* Description of the task:
Find the lines in the listing below that include the word "Math", and report how many there are, with nothing more.
■ ■ ■
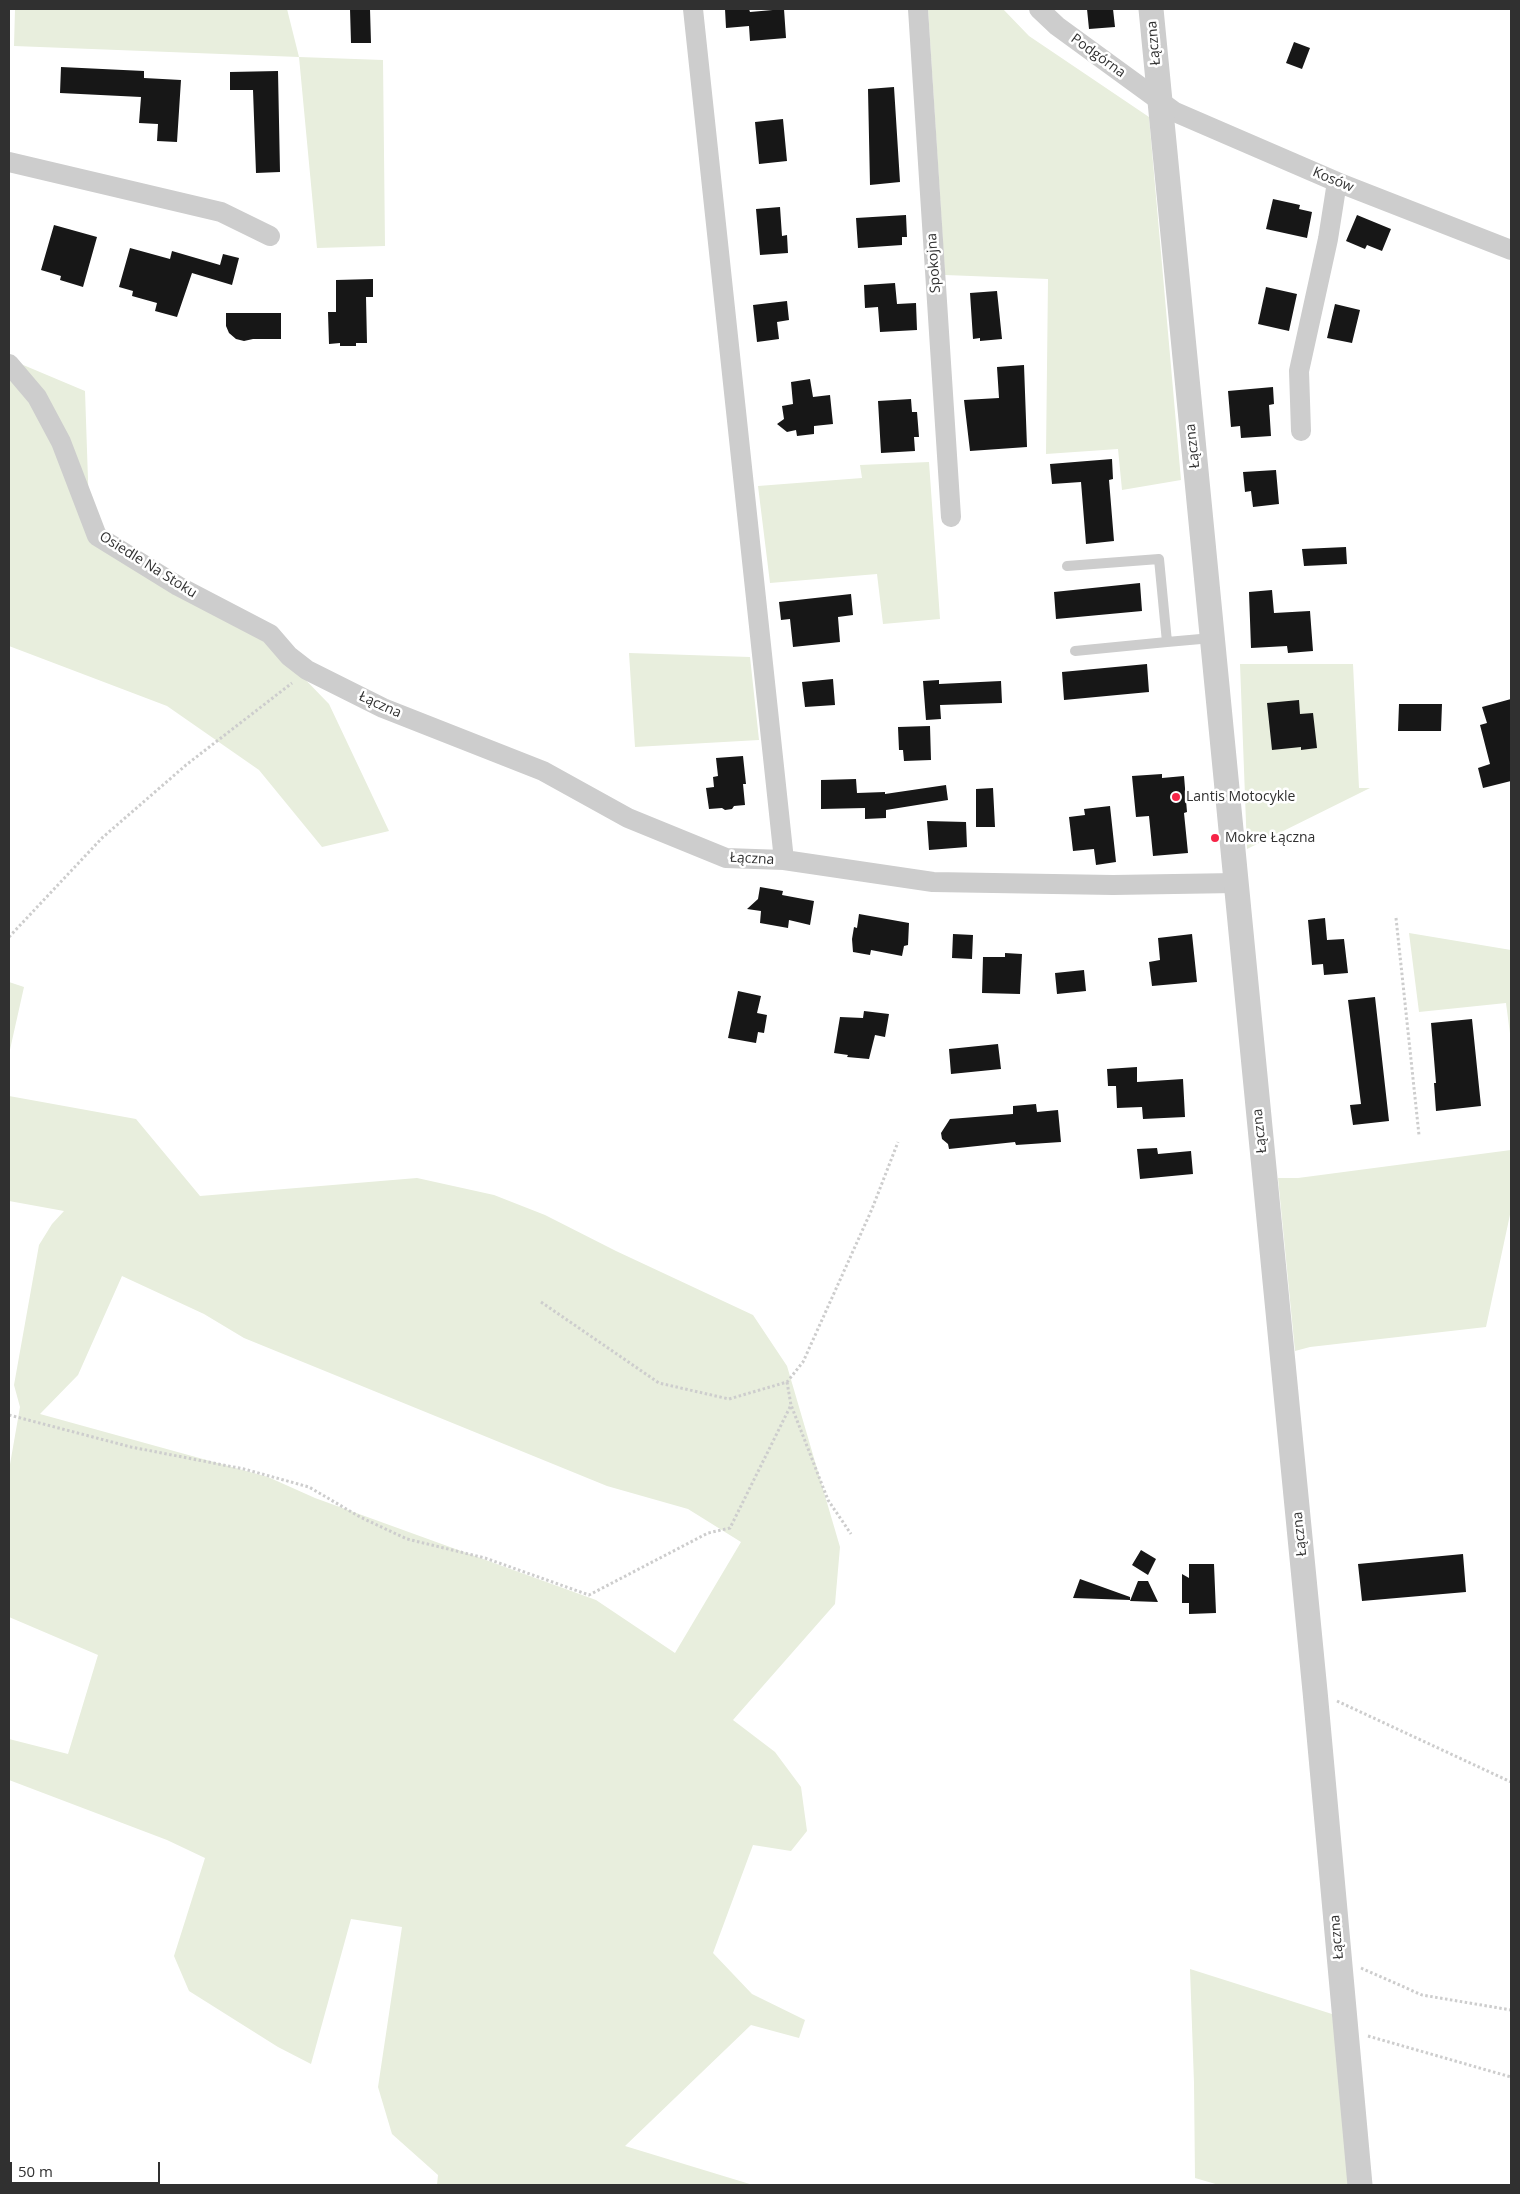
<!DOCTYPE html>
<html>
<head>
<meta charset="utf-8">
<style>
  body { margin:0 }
  #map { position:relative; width:1520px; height:2194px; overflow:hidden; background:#fff; font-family:"Open Sans",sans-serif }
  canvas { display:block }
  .frame { position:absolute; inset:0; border:10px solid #303030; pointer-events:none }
  .scale { position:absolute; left:10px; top:2162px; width:150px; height:22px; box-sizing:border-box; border:2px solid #303030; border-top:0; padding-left:6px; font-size:15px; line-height:18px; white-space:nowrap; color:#303030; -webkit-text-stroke:4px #fff; paint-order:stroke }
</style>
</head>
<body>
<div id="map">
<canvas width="1520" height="2194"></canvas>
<div class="frame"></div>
<div class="scale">50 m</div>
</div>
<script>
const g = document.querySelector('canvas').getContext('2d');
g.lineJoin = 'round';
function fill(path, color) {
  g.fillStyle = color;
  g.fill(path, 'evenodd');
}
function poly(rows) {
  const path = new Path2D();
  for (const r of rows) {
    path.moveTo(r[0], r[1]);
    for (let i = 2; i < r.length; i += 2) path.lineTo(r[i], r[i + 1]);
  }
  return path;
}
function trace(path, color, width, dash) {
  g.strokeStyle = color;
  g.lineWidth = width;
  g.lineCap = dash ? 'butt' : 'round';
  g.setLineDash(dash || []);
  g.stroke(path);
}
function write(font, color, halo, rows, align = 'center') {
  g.font = font + ' "Open Sans",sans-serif';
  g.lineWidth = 5;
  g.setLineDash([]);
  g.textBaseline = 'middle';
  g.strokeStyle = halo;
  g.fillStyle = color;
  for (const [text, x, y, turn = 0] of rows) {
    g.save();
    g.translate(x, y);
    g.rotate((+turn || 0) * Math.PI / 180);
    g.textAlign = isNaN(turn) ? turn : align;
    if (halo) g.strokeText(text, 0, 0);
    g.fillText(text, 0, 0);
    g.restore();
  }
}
fill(poly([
  [15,9,287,9,299,57,383,60,385,246,317,248,299,57,14,46],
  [928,9,1003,9,1029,36,1149,117,1181,480,1122,490,1118,449,1046,454,1048,279,945,275],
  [9,359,85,391,90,539,236,608,329,704,389,831,322,847,259,770,167,706,9,646],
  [929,462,940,619,883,624,877,574,770,583,758,486,862,478,860,465],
  [629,653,750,657,759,740,635,747],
  [1240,664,1353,664,1359,788,1370,788,1247,849],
  [1409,933,1511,950,1511,1041,1506,1003,1419,1012],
  [9,982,24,987,9,1054],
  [9,1096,136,1119,200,1196,417,1178,494,1195,545,1215,616,1251,753,1315,787,1366,840,1547,835,1604,733,1720,775,1752,801,1787,807,1831,791,1851,753,1845,713,1953,752,1994,805,2020,799,2038,751,2025,625,2146,753,2185,437,2185,438,2175,392,2134,378,2087,402,1927,351,1919,311,2064,278,2047,189,1991,174,1956,205,1858,167,1840,9,1780,9,1739,68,1754,98,1655,9,1617,9,1470,20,1407,14,1385,39,1245,52,1224,64,1211,9,1201],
  [122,1276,204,1314,244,1338,607,1486,688,1509,741,1542,675,1653,596,1600,315,1498,268,1477,40,1414,78,1375],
  [1511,1150,1511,1210,1486,1327,1310,1347,1295,1351,1278,1178,1298,1178],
  [1190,1969,1332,2014,1346,2115,1352,2185,1219,2185,1195,2178,1194,2083]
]), '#e8eedd');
fill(poly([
  [350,9,370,9,371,43,351,43],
  [725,9,749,9,750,12,784,9,786,38,750,41,749,26,726,28],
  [1087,9,1113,9,1115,27,1089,29],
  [1294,42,1310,48,1302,69,1286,63],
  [61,67,144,71,144,78,181,80,177,142,157,141,158,124,139,123,141,97,60,93],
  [278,71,280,172,256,173,253,90,230,90,230,72],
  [894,87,900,182,870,185,868,89],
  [783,119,787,161,759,164,755,122],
  [1273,199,1300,205,1299,209,1312,212,1307,238,1266,229],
  [780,207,782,236,787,235,788,253,760,255,756,209],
  [906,215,907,237,902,237,902,245,858,248,856,218],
  [1357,215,1391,229,1382,251,1367,245,1365,249,1346,241],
  [54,225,97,237,83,287,60,280,61,276,41,270],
  [130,248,170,259,172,251,220,265,223,254,239,258,232,285,192,273,177,317,155,311,157,303,132,296,133,291,119,287],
  [373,279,373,297,366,297,367,343,356,343,356,346,340,346,340,343,329,344,328,312,336,312,336,280],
  [895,283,897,304,916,303,917,330,880,332,878,307,865,308,864,285],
  [1266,287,1297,294,1289,331,1258,324],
  [997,291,1002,339,980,341,980,338,973,339,970,293],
  [787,301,789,320,777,322,779,339,757,342,753,305],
  [1335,304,1360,310,1352,343,1327,338],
  [226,313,281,313,281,339,253,339,244,341,236,339,229,333,226,326],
  [1024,365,1027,447,970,451,964,400,999,398,997,367],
  [810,379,813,397,830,395,833,424,814,426,814,434,797,436,796,430,787,432,777,424,784,419,782,406,793,404,791,382],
  [1273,387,1274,404,1269,405,1271,436,1241,438,1240,426,1231,427,1228,391],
  [911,399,912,412,917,412,919,437,914,437,915,451,881,453,878,401],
  [1112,459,1113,479,1109,480,1114,541,1086,544,1081,482,1052,484,1050,464],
  [1276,470,1279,504,1253,507,1251,491,1245,492,1243,472],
  [1346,547,1347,564,1304,566,1302,549],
  [1140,583,1142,611,1056,619,1054,592],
  [1272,590,1274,613,1310,611,1313,651,1288,653,1287,646,1251,648,1249,592],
  [851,594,853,615,838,617,840,642,793,647,790,619,781,620,779,602],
  [1147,664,1149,692,1064,700,1062,672],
  [833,679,835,705,805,707,802,682],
  [939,680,939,684,1001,681,1002,703,940,705,941,719,926,720,923,681],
  [1511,699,1511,781,1483,788,1478,768,1490,764,1480,725,1487,723,1482,707],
  [1299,700,1300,714,1313,713,1317,748,1301,750,1301,747,1272,750,1267,703],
  [1399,704,1442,704,1441,731,1398,731],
  [930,726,931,760,904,761,903,750,899,750,898,727],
  [743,756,746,784,743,784,745,805,734,806,732,809,725,810,722,808,709,809,706,788,714,787,713,777,718,776,716,758],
  [1162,774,1162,778,1184,776,1187,812,1184,813,1188,853,1153,856,1149,816,1136,817,1132,776],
  [856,779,857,793,885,792,885,794,946,785,948,800,886,810,886,818,865,819,865,808,821,809,821,780],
  [993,788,995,827,976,827,976,789],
  [1110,806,1116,862,1096,865,1094,849,1073,851,1069,817,1085,815,1084,809],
  [927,821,966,822,967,847,929,850],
  [760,887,783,891,782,895,814,901,810,925,789,920,788,928,760,923,761,911,747,909,758,899],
  [859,914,909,923,908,945,904,946,902,956,871,950,870,955,853,952,852,939,854,927,857,928],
  [1325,918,1327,940,1344,939,1348,973,1324,975,1323,964,1312,965,1308,920],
  [953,934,973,935,972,959,952,958],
  [1192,934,1197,982,1152,986,1149,962,1160,960,1158,938],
  [1005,953,1022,954,1020,994,982,993,983,957,1005,957],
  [1084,970,1086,991,1057,994,1055,973],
  [738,991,761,996,757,1013,767,1015,764,1033,758,1032,756,1043,728,1038],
  [1375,997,1389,1121,1353,1125,1350,1105,1361,1104,1348,1000],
  [864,1011,889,1014,885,1037,875,1035,869,1059,847,1057,848,1055,834,1053,840,1017,863,1018],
  [1472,1019,1481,1106,1436,1111,1434,1083,1436,1083,1431,1023],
  [998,1044,1001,1069,951,1074,949,1049],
  [1137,1067,1137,1082,1183,1079,1185,1117,1143,1119,1142,1107,1117,1108,1116,1086,1108,1086,1107,1069],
  [1036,1104,1037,1112,1058,1110,1061,1142,1016,1145,1015,1142,949,1149,948,1144,942,1139,941,1133,950,1119,1013,1114,1013,1106],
  [1157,1148,1158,1154,1191,1151,1193,1174,1140,1179,1137,1149],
  [1141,1550,1156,1559,1148,1575,1132,1565],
  [1463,1554,1466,1592,1362,1601,1358,1564],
  [1189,1564,1214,1564,1216,1613,1189,1614,1189,1603,1182,1603,1182,1574,1189,1578],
  [1080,1579,1130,1597,1130,1600,1073,1598],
  [1138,1581,1148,1581,1158,1602,1130,1601]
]), '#171717');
trace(poly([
  [1396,918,1419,1135],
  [9,937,102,838,186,765,292,683],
  [541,1302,659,1383,729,1399,787,1382,803,1362,872,1209,898,1142],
  [787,1382,791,1405,828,1500,851,1534],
  [9,1415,131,1447,244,1469,309,1487,360,1517,407,1539,485,1558,589,1595,708,1533,730,1528,791,1405],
  [1337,1701,1511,1782],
  [1361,1968,1422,1995,1511,2010],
  [1368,2036,1511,2077]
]), '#cdcdcd', 3, [2.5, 2.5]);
trace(poly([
  [1067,566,1159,559,1167,642,1075,651],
  [1167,642,1212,638]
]), '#cdcdcd', 10);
trace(poly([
  [693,9,784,860],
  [918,9,951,517],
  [1039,9,1057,26,1175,112,1337,182,1511,250],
  [9,162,221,212,270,236],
  [9,364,37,397,61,442,97,536,178,586,270,634,289,656,307,670,383,708,543,771,628,818,726,858,784,860,933,882,1113,885,1236,883],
  [1301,431,1299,371,1328,239,1337,182]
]), '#cdcdcd', 20);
trace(poly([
  [1151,9,1315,1691,1360,2185]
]), '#cdcdcd', 25);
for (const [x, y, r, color] of [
  [1176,797,5,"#f62447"],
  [1215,838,5,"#f62447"]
]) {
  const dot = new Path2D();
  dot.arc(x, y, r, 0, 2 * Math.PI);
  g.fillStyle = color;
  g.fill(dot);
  trace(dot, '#fff', 2);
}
write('14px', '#303030', '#fff', [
  ["Łączna",1154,43,-95],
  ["Podgórna",1098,56,36],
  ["Kosów",1333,180,23],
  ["Spokojna",934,263,-94],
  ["Łączna",1193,446,-96],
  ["Osiedle Na Stoku",148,565,32],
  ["Łączna",380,705,24],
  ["Łączna",752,859,3],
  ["Łączna",1260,1131,-96],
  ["Łączna",1300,1534,-96],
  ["Łączna",1337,1937,-95]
]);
write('14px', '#303030', '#fff', [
  ["Lantis Motocykle",1186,797],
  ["Mokre Łączna",1225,838]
], 'left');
</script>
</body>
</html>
■ ■ ■
* Completed exercise:
2